The CLA's Game Fair takes place this weekend. As ever, the RSPB will be there, inspiring others to do more for wildlife and no doubt being challenged about our stance on one of two things as well.
I'll be there on Friday and am speaking in a debate on whether the rural economy can survive without shooting and fishing. I'll let you know how I get on.
The theme of our stand this year is how some shoot managers in the lowlands are managing shoots sustainably to help wildlife – and we’re delighted that some of them will be joining us on our stand to spread the word.
As with any sector – housebuilders, minerals companies, farmers, foresters and, yes, those in the shooting community – I am keen that we work with the progressives, those land managers working within the natural capacity of the environment to demonstrate what can be done to reconcile the needs of both humans and wildlife.
Given the parlous state of nature in the UK – 60% of species for which we have trend data have declined in my lifetime - we need the progressives in each sector to set high environmental standards which others can follow.
Inevitably, the question arises, what happens when others do not meet the standards and environmental damage occurs? This is something that we face in the uplands with driven grouse shooting – the most intensive form of shooting. Here, our calls for voluntary reform to tackle illegal persecution and habitat damage have not worked. Just 10% of the 160,000 hectares of peatland SSSIs in the English uplands are in favourable condition and some species like hen harrier, peregrine and goshawk remain in jeopardy.

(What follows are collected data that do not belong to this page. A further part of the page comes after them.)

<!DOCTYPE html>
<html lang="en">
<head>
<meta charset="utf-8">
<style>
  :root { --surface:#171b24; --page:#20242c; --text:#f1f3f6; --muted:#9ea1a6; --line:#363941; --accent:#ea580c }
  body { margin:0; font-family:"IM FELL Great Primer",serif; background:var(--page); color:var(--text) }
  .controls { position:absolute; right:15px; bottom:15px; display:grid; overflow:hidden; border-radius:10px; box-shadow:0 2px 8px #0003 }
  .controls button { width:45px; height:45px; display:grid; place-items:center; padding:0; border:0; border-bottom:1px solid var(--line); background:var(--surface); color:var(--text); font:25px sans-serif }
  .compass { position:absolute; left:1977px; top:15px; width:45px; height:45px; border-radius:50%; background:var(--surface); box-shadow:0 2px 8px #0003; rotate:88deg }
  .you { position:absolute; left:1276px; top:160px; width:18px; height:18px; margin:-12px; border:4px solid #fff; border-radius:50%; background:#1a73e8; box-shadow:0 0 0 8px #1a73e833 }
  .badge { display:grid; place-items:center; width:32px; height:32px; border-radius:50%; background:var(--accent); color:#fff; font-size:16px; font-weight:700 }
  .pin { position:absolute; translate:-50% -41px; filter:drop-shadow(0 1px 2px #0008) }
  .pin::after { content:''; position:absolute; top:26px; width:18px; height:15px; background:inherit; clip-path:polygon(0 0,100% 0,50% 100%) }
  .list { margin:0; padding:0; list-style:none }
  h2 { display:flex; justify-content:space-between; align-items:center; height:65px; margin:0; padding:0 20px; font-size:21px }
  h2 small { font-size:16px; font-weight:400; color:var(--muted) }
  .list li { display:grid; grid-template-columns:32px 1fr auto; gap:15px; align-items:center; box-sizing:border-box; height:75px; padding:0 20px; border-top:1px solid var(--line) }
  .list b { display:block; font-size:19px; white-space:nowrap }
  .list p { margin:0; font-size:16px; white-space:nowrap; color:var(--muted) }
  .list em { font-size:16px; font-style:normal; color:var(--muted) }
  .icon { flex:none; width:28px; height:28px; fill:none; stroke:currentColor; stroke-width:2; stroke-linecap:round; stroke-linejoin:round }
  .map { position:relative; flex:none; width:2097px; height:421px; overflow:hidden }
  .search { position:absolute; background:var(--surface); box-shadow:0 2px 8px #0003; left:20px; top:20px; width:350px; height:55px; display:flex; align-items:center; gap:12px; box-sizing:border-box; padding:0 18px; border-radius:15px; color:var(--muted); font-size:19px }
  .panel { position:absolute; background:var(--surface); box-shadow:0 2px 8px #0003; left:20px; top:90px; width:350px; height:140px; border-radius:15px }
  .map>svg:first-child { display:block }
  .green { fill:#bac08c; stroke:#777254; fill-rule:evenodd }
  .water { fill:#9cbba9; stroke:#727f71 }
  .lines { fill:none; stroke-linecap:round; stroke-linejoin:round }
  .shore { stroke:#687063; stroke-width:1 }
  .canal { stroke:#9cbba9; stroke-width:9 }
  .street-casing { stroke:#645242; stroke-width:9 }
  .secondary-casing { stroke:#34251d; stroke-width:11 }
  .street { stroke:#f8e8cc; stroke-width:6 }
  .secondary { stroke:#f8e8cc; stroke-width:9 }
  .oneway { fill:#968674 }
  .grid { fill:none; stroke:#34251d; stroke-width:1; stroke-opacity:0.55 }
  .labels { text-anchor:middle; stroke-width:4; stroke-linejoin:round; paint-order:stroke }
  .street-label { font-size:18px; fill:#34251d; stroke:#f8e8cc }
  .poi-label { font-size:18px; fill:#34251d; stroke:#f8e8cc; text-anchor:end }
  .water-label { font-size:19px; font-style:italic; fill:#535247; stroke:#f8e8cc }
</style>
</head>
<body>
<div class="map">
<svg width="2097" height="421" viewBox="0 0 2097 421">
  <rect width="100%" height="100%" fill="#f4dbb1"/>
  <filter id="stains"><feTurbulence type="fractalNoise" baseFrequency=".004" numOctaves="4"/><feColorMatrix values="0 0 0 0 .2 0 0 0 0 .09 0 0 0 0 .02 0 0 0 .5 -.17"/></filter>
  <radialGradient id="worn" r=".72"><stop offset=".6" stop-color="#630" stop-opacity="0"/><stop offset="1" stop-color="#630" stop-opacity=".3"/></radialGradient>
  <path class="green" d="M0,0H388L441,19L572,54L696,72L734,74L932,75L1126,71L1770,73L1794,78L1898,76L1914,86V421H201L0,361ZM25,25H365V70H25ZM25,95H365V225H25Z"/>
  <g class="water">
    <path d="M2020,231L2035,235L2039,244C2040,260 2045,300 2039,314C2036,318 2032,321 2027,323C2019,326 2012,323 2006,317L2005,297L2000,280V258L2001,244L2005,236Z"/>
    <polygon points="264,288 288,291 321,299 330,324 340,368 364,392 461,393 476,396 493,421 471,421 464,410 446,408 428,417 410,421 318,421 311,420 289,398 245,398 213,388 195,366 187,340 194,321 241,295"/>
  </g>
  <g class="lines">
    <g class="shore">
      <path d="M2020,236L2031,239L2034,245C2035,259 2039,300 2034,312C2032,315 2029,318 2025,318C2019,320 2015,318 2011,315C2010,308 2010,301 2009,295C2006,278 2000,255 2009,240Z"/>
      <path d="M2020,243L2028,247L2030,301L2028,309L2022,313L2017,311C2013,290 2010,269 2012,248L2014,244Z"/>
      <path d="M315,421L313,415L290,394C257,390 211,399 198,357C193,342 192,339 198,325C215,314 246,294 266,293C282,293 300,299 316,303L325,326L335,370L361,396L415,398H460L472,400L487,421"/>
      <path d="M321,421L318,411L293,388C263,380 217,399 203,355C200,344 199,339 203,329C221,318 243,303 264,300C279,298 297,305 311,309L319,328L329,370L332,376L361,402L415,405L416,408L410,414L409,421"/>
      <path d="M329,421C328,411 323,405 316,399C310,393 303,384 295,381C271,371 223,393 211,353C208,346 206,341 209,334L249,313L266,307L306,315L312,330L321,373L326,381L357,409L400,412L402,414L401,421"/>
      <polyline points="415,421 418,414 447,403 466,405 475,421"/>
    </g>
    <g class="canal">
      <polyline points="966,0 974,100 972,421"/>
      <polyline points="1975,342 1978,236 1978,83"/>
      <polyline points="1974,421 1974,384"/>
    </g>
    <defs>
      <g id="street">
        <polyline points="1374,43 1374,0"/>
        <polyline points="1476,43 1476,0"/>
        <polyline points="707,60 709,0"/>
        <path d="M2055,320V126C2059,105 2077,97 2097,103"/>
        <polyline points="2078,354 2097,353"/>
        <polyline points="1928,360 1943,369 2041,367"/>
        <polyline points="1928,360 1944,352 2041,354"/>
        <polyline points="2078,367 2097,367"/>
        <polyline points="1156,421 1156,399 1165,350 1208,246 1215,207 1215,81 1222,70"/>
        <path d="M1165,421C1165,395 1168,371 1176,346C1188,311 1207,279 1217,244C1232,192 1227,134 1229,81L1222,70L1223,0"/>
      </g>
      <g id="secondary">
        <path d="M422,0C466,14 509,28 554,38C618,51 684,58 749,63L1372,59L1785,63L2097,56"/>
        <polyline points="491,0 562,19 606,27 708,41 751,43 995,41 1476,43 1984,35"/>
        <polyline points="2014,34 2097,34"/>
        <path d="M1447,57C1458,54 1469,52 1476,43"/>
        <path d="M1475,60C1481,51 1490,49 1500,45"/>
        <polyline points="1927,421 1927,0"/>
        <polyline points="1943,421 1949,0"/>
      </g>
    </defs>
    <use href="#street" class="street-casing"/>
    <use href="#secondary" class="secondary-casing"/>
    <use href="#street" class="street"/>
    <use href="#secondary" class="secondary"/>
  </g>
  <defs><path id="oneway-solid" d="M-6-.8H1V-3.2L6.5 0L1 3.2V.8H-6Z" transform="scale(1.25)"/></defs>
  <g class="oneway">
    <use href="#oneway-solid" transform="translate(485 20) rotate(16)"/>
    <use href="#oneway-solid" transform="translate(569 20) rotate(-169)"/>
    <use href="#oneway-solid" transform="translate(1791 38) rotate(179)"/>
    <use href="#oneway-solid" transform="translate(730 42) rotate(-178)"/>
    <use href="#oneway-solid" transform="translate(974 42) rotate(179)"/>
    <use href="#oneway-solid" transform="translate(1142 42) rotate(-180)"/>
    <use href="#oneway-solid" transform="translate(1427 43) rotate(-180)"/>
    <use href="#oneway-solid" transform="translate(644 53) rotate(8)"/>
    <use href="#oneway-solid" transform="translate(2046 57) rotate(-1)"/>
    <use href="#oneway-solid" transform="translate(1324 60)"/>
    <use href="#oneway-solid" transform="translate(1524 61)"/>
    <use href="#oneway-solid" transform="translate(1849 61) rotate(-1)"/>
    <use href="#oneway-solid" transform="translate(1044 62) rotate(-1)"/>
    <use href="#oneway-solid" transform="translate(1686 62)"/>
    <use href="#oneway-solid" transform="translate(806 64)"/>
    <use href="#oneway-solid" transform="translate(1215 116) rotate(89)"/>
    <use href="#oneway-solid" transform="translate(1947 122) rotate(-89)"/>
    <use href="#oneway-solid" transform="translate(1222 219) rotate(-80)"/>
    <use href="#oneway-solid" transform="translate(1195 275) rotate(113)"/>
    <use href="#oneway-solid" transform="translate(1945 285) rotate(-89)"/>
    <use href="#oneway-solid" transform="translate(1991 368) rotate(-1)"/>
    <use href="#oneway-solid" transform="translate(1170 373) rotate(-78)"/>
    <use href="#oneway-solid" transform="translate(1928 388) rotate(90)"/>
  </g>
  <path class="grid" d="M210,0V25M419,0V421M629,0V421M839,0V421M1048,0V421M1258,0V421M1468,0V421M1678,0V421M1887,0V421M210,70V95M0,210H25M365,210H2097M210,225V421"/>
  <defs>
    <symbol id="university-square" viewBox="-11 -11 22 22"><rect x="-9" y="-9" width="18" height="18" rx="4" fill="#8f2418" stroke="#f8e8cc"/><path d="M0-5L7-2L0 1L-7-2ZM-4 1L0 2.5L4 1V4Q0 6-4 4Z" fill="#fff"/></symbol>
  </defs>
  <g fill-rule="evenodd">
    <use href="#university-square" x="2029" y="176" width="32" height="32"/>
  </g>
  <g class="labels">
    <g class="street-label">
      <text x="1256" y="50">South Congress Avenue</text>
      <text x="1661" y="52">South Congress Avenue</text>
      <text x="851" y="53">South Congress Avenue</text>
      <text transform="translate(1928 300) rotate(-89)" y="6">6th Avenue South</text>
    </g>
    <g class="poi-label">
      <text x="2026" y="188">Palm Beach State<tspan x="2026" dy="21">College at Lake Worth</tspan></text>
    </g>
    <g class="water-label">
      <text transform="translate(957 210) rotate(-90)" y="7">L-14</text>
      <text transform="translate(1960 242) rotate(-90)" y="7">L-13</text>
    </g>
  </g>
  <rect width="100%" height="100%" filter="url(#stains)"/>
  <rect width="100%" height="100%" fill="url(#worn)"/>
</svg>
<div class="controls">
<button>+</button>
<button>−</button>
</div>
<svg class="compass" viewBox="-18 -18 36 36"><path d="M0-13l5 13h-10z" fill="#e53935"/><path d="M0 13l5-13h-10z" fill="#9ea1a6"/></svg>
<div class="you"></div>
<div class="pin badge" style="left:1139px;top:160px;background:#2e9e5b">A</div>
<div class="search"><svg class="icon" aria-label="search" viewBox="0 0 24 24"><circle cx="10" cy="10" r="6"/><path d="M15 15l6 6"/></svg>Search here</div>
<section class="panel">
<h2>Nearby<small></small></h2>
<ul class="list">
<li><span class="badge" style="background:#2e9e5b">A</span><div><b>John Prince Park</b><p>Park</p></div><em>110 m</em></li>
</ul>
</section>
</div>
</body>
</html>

That is why, in June we called on each of the major political parties to introduce a licensing system for driven grouse shooting after the election (see here). We have made a similar call in Scotland. This would complement our desire for the introduction of an offence of vicarious liability for landowners whose employees are guilty of illegal killing of birds of prey - a measure that was introduced north of the border in 2012. Intensification of management is a problem in large parts of the uplands where the desire for increasing the shootable surplus of red grouse has led to the use medicated grit, more frequent burning on deep peat soils, intensive control of foxes, crows, stoats and weasels and, yes by some, illegal killing of birds of prey.

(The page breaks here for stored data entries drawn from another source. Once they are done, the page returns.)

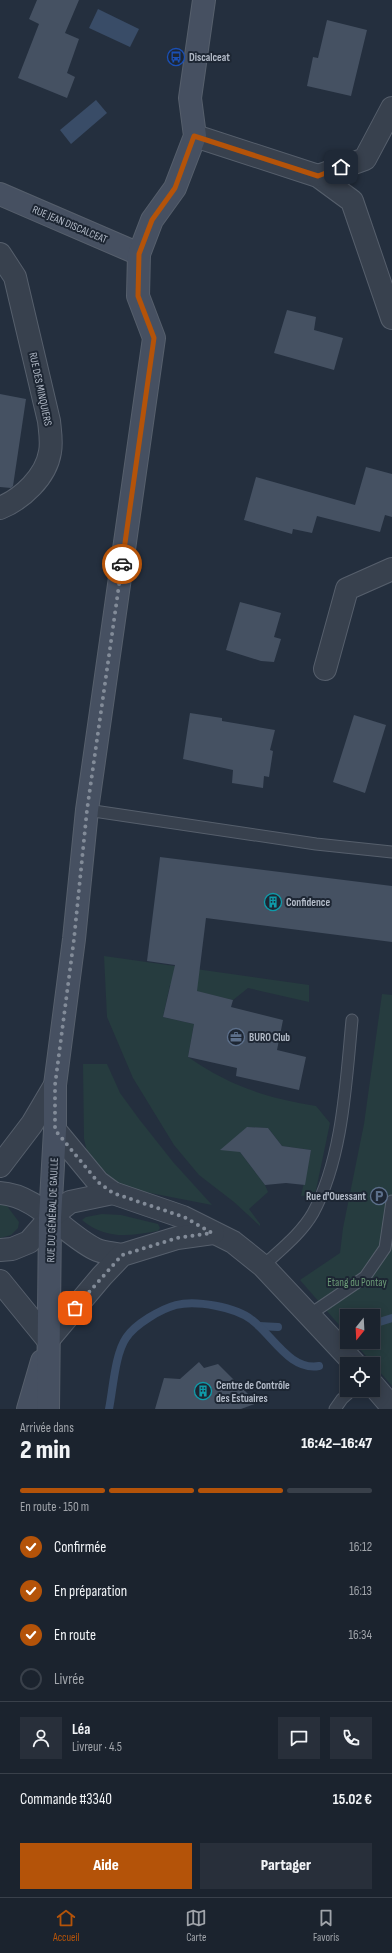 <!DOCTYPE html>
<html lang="fr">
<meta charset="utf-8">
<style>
:root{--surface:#1b232e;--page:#282f3a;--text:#f1f3f6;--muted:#a0a4aa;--line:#39404a;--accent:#b45309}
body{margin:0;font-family:"Sofia Sans Condensed",sans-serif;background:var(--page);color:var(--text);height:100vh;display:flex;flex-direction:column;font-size:15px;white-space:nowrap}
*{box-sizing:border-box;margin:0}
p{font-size:13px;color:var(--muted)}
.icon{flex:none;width:22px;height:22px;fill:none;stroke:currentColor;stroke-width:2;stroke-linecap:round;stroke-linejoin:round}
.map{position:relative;height:1409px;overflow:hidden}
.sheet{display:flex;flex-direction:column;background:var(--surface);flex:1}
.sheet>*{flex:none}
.needle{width:26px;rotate:198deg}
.buttons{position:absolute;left:340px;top:1309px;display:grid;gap:8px}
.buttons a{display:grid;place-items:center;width:40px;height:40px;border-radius:0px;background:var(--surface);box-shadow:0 2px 10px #0003,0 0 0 1px var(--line);font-size:20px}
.pin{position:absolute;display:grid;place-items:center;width:34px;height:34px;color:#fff;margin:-17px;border-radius:8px;box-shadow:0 2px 6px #0006}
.courier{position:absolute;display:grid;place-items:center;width:40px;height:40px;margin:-20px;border:3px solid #b45309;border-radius:50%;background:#fff;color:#222;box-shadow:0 1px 5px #0007}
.headline em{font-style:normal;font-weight:800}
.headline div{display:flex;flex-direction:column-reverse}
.headline{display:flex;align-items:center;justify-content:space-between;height:68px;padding:0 20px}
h1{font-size:26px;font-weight:800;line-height:30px}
.bar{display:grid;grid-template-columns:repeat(4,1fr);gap:6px 4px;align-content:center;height:48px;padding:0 20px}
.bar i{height:5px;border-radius:3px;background:var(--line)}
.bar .on{background:var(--accent)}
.bar p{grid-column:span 4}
.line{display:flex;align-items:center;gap:10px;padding:0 20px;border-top:1px solid var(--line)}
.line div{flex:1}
.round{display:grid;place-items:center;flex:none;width:42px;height:42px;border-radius:0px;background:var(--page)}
ol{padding:0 20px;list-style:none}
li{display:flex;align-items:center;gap:12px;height:44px}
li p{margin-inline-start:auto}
li .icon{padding:4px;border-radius:50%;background:var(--accent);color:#fff;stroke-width:4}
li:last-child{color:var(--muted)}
li i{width:22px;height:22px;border:2px solid var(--line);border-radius:50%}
.primary-button{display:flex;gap:8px;margin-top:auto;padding:8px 20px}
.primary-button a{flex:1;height:46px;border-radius:0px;background:var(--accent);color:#fff;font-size:16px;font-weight:800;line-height:46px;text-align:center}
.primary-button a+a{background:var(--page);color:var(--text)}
.menu{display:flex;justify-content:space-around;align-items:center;height:56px;border-top:1px solid var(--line);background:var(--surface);font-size:11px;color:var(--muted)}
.menu a{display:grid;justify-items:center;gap:2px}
.menu .on{color:var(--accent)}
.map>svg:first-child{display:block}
</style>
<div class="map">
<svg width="392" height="1409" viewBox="0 0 392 1409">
<rect width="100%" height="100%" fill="#242f3e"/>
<g fill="#263c3f">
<path d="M 104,956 L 309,985 L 309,1002 L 248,988 L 233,1000 L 170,985 L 163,1017 L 194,1024 L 188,1057 C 232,1087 264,1097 316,1106 L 330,1123 L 316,1190 L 313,1195 L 301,1196 L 311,1150 L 282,1146 L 268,1128 L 247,1127 L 240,1152 L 265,1185 L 268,1192 L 249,1209 L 260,1224 L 260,1226 L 234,1202 L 199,1175 L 174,1145 L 133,1078 L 107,1017 Z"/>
<polygon points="382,994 392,995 392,1386 354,1342 373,1342 373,1316 347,1316 347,1334 300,1280 340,1253 343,1228 364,1124"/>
<polygon points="83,1064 107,1064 120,1093 139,1119 173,1162 212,1205 140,1191 116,1182 88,1156 84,1139"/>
<polygon points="0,1203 7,1206 19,1222 18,1228 11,1235 0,1238"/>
<path d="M 102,1214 L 121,1215 L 158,1224 L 160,1228 L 158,1231 C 129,1236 106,1240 82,1220 L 86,1217 Z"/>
</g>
<g fill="#394c67">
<polygon points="98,9 139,29 130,47 89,28"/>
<polygon points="96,100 107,113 71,144 60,130"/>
</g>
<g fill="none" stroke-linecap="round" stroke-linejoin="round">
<g stroke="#394c67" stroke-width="8">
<polyline points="373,1324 392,1318"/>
<polyline points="259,1326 278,1327"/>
<path d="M 109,1409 C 113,1389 115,1354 126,1338 C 135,1324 161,1309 176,1305 C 196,1300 236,1307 252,1320 C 273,1336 290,1371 319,1366"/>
</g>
</g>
<g fill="#455162">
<polygon points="37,0 79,0 65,33 79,39 67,73 75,77 67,98 18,78 39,24 29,19"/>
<polygon points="327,20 367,30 351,96 307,86 313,57 318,58"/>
<polygon points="287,310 316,317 314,330 343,338 334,370 274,353"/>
<polygon points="0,394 26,399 13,486 11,488 0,487"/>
<polygon points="366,467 392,474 392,517 385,515 380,532 317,516 312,533 293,529 292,534 244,520 256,477 355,505"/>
<polygon points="240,602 281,613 274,637 281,639 274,662 261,661 226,650"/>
<polygon points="190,713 222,718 222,721 275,730 270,750 273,751 269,777 264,776 263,788 232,783 233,770 183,759"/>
<polygon points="354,715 386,725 365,793 333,782"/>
<polygon points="160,857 392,886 392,942 206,918 197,991 233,1000 231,1007 283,1020 277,1050 306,1057 299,1090 236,1076 237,1068 188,1057 194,1024 163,1017 175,965 147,961"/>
<polygon points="247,1127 268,1128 282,1146 311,1150 305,1185 286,1183 265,1185 240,1152 220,1150"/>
<polygon points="199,1362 204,1368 218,1364 257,1403 241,1409 155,1409 164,1378 180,1379"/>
</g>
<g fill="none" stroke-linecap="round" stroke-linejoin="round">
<g stroke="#565f6c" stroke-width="13">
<g id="lane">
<polyline points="87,810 316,844 392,852"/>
<path d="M 263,1266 C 280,1250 301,1234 313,1213 C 343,1158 346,1081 352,1020"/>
<polyline points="309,1315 365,1277 385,1248 392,1201"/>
<polyline points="335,1409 342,1399 352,1390"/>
</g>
</g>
<g stroke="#565f6c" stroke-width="24">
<g id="street">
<polyline points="195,136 318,176 352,201 392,318"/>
<polyline points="318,176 365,159 392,108"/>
<path d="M 0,254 L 15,277 L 49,421 C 50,431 52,442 50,452 C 46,477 22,499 0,508"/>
<polyline points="325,669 347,589 392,569"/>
<polyline points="55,1130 98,1182 113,1193 183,1217 233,1242 263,1266 355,1364"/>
<polyline points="0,1166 32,1124 55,1085"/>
<path d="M 0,1193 C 37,1195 63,1233 95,1249 C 102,1253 113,1253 122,1255"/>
<polyline points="0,1250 12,1249 29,1242 50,1218 70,1202 113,1193"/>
<polyline points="0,1281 48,1340 102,1276 122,1255 177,1238 213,1233"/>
<polyline points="373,1385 392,1407"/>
</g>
</g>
<g stroke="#565f6c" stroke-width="24">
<g id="secondary">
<polyline points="0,194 139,254"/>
<polyline points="28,1409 42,1361"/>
<polyline points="48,1409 50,1218 55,1130 55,1085 74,939 87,810 154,338 138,296 139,254 152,220 175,188 195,136 190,98 204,0"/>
</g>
</g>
<use href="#lane" stroke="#38414e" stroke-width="11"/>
<use href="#street" stroke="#38414e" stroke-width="22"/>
<use href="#secondary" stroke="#465061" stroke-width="22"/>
</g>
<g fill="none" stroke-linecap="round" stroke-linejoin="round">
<polyline stroke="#828b98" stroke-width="4" stroke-dasharray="0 7.2" points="75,1308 122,1255 177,1238 212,1233 184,1217 113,1193 98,1182 55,1130 55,1085 74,939 87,810 122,564"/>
<polyline stroke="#b45309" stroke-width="5" points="122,564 154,338 138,296 139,254 152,220 175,188 194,136 318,176 341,167"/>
</g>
<defs>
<g id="bus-ring" transform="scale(0.9)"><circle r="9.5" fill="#1d2633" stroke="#1a4fb4" stroke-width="1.5"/><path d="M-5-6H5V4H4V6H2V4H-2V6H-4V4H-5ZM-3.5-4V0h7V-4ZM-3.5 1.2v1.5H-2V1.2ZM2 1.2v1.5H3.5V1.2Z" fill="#1a4fb4"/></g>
<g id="building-ring" transform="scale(0.9)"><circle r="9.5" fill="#1d2633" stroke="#0f9aa8" stroke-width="1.5"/><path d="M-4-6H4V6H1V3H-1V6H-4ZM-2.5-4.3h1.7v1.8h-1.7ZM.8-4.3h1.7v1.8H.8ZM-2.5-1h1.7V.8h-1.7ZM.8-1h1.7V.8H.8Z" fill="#0f9aa8"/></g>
<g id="office-ring" transform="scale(0.9)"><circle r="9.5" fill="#1d2633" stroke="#5c6f8a" stroke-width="1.5"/><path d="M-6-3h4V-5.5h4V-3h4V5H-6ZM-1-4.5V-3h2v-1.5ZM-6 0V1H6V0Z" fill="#5c6f8a"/></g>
<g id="parking-ring" transform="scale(0.9)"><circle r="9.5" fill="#1d2633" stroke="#5c6f8a" stroke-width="1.5"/><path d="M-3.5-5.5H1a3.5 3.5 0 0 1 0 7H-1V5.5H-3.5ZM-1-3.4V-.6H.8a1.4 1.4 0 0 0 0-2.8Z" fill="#5c6f8a"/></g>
</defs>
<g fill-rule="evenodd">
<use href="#bus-ring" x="176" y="57"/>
<use href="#building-ring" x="273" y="902"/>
<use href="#office-ring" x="236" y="1037"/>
<use href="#parking-ring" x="379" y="1196"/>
<use href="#building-ring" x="203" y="1391"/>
</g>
<g text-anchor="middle" stroke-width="4" stroke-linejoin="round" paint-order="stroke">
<g font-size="11" font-weight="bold" fill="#b4bcc9" stroke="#1d2633" text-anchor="start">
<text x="189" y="61">Discalceat</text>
<text x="286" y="906">Confidence</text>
<text x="249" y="1041">BURO Club</text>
<text x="366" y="1200" text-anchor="end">Rue d'Ouessant</text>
<text x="216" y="1389">Centre de Contrôle<tspan x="216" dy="13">des Estuaires</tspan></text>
</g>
<g font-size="11" fill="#b4bcc9" stroke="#1d2633">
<text transform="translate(70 224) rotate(23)" y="4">RUE JEAN DISCALCEAT</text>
<text transform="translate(41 389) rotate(78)" y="4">RUE DES MINQUIERS</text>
<text transform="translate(52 1210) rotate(-88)" y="4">RUE DU GÉNÉRAL DE GAULLE</text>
</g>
<g font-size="11" fill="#6b9a76" stroke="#1d2633">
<text x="357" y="1286">Etang du Pontay</text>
</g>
</g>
</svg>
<div class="buttons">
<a><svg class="needle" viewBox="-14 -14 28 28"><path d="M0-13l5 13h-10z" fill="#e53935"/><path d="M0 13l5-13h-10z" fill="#a0a4aa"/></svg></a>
<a><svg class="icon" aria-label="locate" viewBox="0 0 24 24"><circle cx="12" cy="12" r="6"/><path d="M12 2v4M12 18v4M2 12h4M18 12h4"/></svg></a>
</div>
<div class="pin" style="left:75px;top:1308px;background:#ea580c"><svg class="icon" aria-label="bag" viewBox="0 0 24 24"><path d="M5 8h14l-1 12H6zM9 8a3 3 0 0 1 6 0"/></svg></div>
<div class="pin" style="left:341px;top:167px;background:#1f2937"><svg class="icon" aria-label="home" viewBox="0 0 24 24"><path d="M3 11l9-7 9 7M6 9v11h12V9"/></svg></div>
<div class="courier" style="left:122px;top:564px"><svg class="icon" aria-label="car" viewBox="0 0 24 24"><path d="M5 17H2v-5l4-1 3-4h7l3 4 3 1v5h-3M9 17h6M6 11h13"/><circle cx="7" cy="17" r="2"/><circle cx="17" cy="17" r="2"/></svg></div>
</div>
<section class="sheet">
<div class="headline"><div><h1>2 min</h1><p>Arrivée dans</p></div><em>16:42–16:47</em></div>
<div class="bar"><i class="on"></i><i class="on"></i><i class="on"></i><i></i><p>En route · 150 m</p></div>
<ol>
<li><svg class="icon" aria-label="check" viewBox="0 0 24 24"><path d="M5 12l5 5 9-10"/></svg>Confirmée<p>16:12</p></li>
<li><svg class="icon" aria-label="check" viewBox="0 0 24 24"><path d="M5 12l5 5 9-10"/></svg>En préparation<p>16:13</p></li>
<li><svg class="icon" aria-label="check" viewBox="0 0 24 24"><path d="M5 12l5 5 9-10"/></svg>En route<p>16:34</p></li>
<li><i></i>Livrée</li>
</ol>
<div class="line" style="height:72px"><a class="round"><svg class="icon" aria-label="person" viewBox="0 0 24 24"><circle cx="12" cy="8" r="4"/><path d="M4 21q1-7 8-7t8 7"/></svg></a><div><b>Léa</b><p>Livreur · 4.5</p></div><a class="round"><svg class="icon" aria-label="chat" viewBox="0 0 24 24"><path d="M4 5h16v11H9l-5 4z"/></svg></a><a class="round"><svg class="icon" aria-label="phone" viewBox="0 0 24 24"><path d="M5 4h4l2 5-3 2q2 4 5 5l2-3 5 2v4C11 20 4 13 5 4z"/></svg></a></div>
<div class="line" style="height:52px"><div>Commande #3340</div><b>15.02 €</b></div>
<div class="primary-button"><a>Aide</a><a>Partager</a></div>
</section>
<nav class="menu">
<a class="on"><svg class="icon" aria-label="home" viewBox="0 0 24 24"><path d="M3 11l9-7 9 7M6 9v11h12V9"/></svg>Accueil</a>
<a><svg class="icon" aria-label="map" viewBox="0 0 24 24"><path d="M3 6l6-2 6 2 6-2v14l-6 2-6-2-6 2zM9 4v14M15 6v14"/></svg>Carte</a>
<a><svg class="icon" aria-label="saved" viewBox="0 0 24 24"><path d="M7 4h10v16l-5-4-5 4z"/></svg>Favoris</a>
</nav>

It is ridiculous that in 21st century England, we have to maintain 24 hour surveillance of two of the three hen harrier nests in England. Just three nests is a big step forward as in 2013 no nests were successful – and we are rolling out our plans for the future including more satellite tags. We, as always, rely on support which is why we’ve launched an appeal to help us do more to protect hen harriers. In addition to our call for a licensing system for driven grouse shooting, we are supporting Hen Harrier Day to put a spotlight on illegal killing. This event, organised by birdwatchers and naturalists will be a show of solidarity by all those that want to see an end to illegal persecution of this icon of the hills. I started by stressing the need for constructive engagement and this is at the heart of our Skydancer project where we are working with local communities including gamekeepers to celebrate and help conserve hen harrier population in England. We’re so proud that Skydancer has been nominated for a National Lottery Award and there’s still a chance to vote for Skydancer.
Game Fair is a chance to talk, to celebrate good working relationships and hopefully is the trigger for a constructive debate that can help us craft more sustainable shooting models. I look forward to my day in the sun in Oxfordshire.
Good luck a the Game Fair, Martin. I wish I could say you will be "preaching to the converted" but hopefully you will make a good many converts to the sustainable management of grouse moors and to the much better protection of "the skydancer".
I have voted for sky dancer on the National Lootery web site and made a donation to the cause. The RSPB letter that came with the Appeal just illustrates on how many fronts, or different ways, the RSPB is tackling this important issue.
Finally, I notice that Liz Truss, the new Secretary of State for the Environment had a record in the Dept of Education from whence she comes, for encouraging the teaching of much more maths and science. With the RSPB's very strong capabilities in these areas this hopefully is a good omen.